***** Dataset records *****

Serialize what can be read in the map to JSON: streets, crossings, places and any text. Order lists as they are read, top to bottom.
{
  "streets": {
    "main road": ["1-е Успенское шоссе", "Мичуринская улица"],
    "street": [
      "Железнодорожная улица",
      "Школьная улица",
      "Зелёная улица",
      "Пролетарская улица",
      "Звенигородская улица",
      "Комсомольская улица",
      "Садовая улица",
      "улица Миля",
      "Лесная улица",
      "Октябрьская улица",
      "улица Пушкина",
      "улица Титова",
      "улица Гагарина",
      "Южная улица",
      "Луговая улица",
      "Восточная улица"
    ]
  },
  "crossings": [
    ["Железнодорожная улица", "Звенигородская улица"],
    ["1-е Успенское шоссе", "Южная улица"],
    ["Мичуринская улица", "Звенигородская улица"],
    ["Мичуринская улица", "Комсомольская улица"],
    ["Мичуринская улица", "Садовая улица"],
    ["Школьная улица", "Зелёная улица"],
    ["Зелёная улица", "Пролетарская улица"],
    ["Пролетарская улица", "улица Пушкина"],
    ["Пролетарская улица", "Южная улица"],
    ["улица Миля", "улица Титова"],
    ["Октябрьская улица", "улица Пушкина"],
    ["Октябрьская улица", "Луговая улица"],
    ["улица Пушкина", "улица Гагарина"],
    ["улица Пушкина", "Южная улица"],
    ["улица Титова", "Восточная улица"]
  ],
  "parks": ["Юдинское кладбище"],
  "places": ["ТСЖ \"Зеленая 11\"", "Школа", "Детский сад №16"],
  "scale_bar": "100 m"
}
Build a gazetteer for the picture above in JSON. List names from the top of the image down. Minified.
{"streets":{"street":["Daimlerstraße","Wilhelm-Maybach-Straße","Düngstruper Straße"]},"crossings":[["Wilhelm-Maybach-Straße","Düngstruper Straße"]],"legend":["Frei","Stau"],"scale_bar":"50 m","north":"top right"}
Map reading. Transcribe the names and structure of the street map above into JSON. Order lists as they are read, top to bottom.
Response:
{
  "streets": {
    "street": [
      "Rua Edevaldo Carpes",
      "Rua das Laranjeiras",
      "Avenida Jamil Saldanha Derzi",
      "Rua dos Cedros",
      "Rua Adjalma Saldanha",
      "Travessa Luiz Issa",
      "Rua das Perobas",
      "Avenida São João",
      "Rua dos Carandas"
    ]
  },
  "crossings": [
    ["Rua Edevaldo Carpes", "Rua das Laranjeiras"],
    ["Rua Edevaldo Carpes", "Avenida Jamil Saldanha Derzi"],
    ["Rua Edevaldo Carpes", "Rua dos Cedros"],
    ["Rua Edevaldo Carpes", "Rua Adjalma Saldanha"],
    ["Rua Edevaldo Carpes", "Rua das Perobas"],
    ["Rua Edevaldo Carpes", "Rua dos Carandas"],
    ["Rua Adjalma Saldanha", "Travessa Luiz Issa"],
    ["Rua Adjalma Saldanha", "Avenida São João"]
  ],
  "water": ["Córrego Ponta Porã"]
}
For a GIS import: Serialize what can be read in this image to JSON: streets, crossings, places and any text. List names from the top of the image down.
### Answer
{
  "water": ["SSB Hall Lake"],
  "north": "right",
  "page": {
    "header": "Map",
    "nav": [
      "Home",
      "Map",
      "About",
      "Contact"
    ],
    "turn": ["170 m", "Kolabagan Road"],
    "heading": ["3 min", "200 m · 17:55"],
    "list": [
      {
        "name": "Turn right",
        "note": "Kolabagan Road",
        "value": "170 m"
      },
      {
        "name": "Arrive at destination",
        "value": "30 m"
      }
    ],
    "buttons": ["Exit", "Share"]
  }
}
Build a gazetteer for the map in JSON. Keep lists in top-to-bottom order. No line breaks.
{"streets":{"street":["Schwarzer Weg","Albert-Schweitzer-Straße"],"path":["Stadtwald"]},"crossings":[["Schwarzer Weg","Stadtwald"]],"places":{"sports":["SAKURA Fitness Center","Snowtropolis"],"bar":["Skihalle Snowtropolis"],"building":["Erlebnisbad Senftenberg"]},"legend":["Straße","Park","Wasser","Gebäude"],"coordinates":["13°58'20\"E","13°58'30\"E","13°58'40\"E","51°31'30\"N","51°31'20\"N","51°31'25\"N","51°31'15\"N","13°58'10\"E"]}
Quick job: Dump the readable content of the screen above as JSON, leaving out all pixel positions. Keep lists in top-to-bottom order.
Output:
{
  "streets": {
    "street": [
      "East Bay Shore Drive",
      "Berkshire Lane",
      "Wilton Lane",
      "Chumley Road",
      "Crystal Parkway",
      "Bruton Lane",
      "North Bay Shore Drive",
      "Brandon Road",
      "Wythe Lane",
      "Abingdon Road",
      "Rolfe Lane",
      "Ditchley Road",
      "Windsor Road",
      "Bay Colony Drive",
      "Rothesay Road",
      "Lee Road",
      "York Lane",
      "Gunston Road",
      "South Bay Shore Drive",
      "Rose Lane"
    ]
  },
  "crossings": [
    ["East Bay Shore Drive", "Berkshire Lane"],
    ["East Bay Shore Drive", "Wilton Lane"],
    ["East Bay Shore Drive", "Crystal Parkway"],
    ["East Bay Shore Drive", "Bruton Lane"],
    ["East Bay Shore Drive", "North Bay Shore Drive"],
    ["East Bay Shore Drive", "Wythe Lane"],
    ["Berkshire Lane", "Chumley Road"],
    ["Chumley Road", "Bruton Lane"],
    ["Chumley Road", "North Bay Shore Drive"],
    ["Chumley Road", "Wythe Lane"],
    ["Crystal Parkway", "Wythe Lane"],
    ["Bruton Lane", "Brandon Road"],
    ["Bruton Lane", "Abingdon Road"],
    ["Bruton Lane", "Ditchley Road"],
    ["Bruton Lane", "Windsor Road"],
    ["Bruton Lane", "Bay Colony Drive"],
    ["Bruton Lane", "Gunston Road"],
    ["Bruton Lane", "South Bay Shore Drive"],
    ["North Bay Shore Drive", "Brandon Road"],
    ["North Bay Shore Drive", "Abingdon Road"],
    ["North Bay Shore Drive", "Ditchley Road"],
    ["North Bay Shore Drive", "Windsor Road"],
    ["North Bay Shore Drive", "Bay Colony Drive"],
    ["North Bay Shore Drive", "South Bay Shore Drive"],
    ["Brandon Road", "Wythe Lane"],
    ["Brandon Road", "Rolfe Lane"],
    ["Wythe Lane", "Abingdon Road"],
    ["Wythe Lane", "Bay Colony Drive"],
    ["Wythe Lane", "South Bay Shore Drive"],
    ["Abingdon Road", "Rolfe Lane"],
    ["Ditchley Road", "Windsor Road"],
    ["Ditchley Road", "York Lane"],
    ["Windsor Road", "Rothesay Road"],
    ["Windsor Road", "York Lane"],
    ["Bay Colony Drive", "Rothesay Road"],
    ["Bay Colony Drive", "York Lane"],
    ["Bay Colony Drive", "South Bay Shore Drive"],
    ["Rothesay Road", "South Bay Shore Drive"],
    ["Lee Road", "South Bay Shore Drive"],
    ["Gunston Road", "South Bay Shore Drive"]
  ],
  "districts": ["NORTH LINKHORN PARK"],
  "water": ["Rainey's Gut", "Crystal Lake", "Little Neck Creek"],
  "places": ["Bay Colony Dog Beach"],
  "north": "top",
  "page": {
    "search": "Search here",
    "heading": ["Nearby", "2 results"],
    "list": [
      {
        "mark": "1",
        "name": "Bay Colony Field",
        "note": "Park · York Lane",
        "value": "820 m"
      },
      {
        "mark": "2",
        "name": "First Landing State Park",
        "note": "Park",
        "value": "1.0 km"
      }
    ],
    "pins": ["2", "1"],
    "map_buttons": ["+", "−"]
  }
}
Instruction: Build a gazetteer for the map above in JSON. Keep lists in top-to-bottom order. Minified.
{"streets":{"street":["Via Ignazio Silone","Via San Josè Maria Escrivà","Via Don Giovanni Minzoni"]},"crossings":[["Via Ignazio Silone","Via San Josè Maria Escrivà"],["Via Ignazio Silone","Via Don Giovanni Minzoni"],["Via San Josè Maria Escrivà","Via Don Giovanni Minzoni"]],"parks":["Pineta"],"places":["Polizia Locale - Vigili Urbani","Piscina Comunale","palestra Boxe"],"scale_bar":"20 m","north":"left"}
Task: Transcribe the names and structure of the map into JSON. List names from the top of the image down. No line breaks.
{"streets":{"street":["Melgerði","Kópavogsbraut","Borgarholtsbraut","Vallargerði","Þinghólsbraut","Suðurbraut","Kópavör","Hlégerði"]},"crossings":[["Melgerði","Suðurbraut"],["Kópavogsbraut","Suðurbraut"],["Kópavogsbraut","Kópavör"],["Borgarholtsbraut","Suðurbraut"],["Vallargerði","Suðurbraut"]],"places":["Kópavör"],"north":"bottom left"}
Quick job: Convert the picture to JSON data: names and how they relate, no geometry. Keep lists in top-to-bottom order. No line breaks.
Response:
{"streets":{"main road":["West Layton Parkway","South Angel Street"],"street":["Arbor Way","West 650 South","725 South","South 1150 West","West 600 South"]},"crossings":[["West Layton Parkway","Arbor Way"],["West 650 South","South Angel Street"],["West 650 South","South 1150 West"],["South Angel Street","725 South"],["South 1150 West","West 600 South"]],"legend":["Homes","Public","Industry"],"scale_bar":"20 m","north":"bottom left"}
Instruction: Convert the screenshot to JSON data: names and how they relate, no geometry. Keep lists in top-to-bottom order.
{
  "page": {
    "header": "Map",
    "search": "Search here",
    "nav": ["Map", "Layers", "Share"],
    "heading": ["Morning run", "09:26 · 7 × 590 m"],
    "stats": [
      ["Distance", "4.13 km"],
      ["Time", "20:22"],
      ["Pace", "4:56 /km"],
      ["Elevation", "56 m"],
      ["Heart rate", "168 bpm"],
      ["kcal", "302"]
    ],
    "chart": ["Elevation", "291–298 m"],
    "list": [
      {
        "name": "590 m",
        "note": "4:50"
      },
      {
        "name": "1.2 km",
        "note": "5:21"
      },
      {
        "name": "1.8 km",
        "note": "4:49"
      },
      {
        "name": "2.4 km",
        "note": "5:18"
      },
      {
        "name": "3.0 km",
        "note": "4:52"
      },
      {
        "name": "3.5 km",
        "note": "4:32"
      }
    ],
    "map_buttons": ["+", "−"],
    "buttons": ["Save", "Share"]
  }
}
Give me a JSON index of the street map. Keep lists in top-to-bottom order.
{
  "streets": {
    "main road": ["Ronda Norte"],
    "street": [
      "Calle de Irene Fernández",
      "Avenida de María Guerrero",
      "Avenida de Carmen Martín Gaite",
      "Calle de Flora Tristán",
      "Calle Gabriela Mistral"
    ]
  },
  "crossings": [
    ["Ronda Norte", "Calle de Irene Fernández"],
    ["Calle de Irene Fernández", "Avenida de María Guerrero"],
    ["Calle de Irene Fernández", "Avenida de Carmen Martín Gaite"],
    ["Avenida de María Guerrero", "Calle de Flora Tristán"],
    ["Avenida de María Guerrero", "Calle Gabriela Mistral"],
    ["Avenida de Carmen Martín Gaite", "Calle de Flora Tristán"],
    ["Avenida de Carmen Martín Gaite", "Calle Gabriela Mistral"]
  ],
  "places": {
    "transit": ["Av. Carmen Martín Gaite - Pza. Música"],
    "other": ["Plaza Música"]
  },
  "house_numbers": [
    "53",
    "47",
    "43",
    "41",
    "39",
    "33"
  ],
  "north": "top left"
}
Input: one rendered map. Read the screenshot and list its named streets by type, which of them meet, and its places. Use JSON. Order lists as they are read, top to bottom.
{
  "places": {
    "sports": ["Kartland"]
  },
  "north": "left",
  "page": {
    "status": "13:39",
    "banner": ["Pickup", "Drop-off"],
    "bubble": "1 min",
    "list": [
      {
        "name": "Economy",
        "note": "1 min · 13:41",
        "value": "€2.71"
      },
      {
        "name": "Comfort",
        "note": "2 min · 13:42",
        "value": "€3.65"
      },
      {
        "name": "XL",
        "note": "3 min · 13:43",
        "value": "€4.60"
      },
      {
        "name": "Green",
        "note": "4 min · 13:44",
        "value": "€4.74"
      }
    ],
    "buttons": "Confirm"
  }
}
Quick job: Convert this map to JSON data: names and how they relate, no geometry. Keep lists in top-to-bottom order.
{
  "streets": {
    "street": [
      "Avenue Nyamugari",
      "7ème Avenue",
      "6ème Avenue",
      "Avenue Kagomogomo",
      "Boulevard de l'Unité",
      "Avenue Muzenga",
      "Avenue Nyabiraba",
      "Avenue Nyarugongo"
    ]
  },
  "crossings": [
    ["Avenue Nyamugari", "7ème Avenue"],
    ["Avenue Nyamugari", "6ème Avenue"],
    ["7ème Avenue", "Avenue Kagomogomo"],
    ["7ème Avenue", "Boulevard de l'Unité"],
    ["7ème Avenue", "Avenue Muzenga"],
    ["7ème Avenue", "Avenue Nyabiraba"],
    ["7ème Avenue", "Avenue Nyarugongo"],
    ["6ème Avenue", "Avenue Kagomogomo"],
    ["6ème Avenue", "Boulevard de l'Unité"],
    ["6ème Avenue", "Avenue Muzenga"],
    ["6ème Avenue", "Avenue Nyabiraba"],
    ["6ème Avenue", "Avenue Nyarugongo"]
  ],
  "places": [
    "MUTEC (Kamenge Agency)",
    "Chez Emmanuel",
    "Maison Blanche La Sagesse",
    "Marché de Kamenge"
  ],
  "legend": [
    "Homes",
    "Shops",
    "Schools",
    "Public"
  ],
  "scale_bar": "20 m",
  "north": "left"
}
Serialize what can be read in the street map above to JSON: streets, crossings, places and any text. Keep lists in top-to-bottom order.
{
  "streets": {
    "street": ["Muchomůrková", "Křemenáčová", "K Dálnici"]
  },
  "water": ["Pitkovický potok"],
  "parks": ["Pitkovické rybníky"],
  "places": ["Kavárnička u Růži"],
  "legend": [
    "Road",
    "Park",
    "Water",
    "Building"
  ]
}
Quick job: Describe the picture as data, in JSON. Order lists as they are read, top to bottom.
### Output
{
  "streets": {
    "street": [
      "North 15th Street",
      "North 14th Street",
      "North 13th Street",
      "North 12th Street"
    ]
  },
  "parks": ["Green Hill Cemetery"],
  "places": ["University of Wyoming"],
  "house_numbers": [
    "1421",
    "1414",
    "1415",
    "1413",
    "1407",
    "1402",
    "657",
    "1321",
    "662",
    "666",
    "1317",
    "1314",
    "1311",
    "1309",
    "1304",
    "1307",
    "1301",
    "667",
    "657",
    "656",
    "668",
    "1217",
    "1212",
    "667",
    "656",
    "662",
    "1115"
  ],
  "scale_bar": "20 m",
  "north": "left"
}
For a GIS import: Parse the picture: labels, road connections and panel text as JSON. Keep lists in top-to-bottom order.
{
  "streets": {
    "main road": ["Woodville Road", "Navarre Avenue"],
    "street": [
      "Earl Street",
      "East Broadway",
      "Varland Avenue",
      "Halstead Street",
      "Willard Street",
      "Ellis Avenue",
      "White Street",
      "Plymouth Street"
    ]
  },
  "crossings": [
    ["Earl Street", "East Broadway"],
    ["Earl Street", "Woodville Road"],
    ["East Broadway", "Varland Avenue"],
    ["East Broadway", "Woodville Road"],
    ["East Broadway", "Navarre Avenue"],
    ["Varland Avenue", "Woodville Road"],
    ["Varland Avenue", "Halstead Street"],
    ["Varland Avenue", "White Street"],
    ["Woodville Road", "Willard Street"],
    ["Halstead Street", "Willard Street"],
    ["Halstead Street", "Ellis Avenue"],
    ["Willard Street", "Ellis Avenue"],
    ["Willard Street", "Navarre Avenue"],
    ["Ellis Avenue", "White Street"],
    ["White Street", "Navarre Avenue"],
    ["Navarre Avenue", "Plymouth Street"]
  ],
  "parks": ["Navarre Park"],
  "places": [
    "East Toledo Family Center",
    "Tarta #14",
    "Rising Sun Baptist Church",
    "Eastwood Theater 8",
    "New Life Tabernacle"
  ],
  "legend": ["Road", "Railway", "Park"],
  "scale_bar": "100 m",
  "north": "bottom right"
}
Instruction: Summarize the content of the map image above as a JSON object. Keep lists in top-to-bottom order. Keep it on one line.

*****

> What the exercise asks
Check each line of the preceding material for the word "content", then state how many lines contain it, with no other text.

> Answer below
2